Saved entries:
- Opening Delimiter -

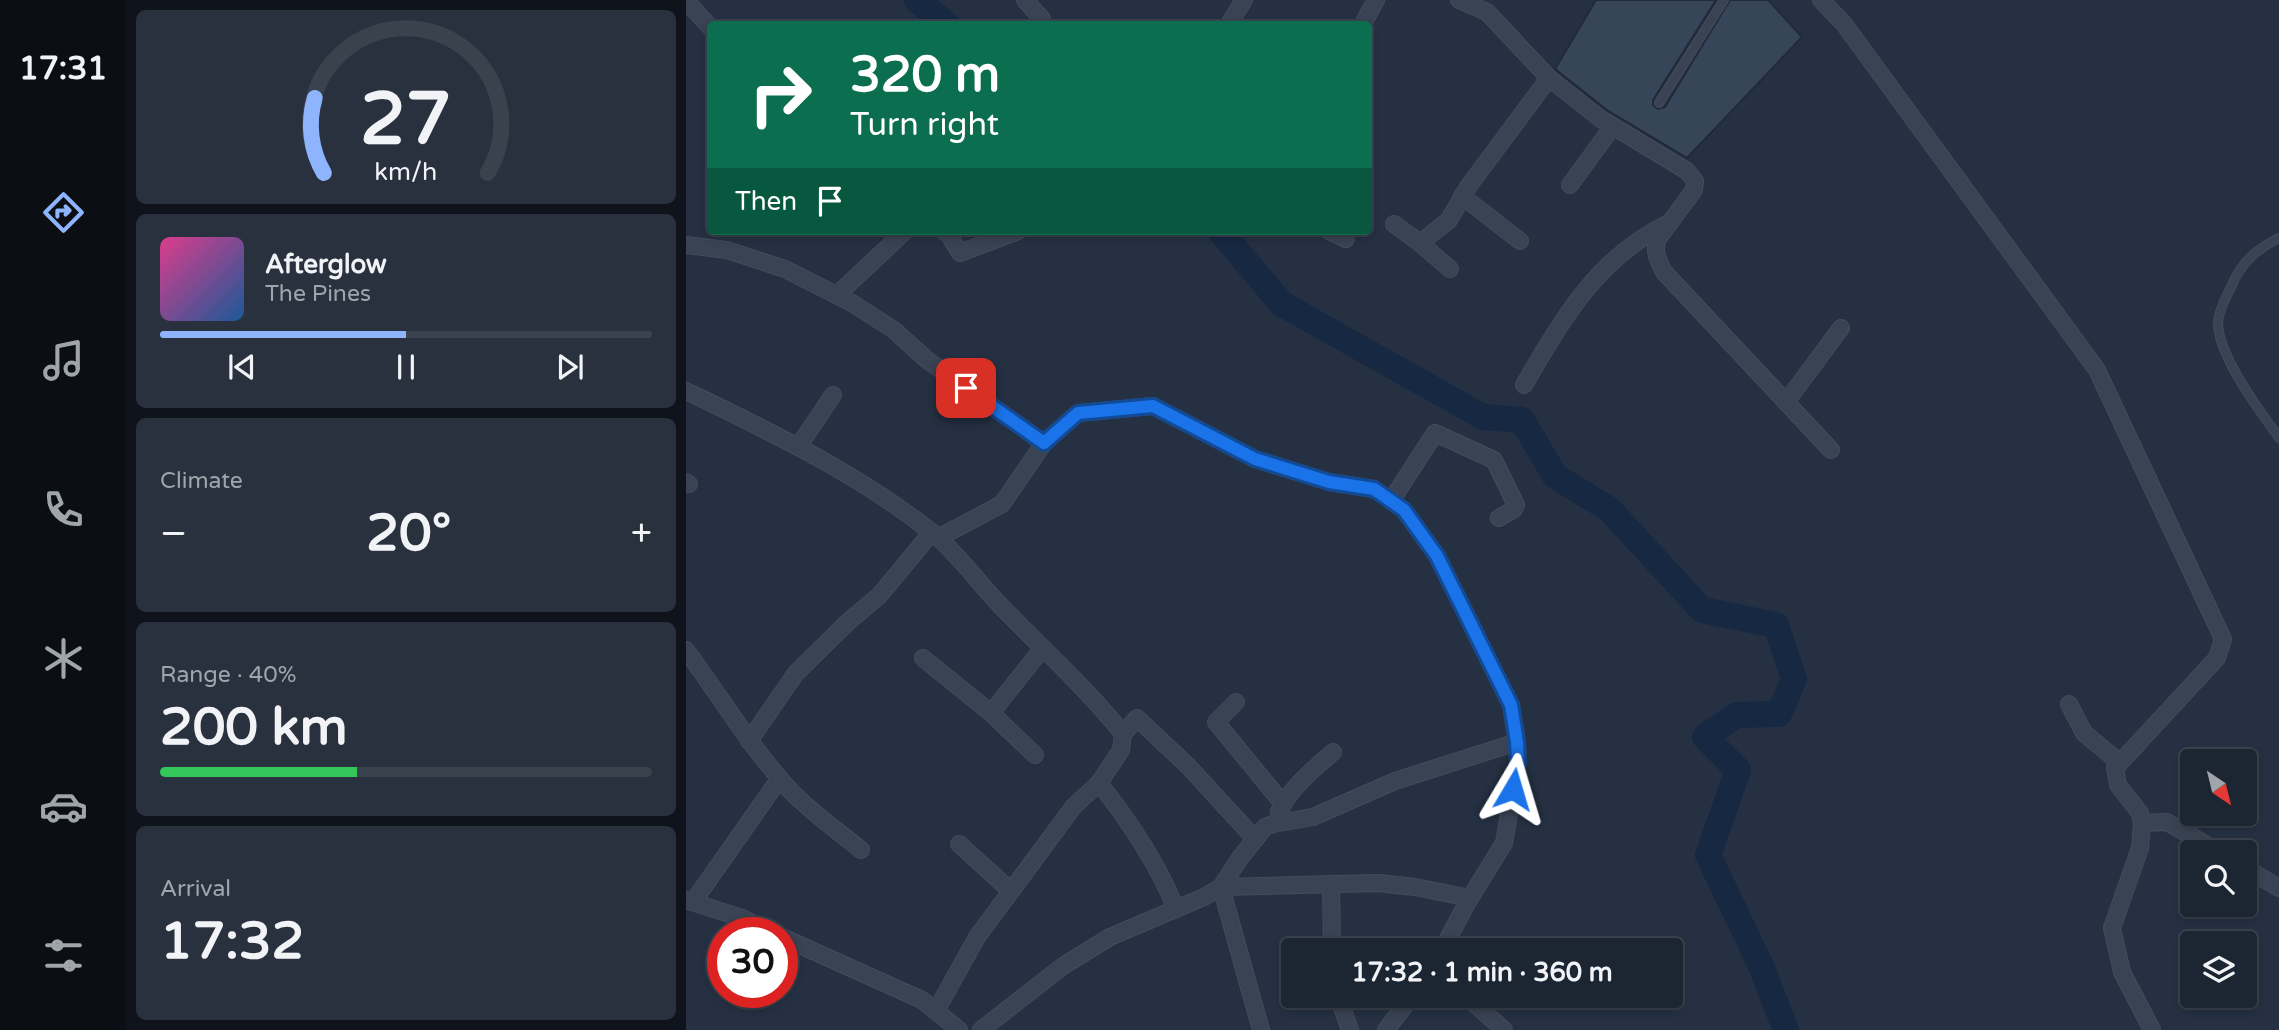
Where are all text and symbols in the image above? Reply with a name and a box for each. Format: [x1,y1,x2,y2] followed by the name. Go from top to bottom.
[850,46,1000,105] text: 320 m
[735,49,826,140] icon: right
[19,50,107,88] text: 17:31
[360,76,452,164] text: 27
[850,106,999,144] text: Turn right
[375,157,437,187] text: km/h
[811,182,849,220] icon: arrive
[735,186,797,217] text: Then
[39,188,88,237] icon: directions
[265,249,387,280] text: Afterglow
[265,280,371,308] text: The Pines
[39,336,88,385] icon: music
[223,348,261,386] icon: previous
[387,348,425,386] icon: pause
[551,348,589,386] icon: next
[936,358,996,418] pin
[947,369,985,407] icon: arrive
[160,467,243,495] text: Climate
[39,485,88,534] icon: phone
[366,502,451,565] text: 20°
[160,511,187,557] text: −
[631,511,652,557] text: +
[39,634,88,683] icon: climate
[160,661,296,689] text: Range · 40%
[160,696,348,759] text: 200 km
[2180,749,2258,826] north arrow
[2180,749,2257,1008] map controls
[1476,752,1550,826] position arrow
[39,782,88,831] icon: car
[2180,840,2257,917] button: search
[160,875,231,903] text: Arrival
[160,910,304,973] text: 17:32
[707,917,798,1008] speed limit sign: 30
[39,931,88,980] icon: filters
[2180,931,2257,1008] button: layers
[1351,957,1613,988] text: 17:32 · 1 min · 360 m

- Closing Delimiter -

__EXERCISE GOAL__
Look through the entries above. Copy each line in which the string "arrive" occurs.

__ANSWER SPACE__
[811,182,849,220] icon: arrive
[947,369,985,407] icon: arrive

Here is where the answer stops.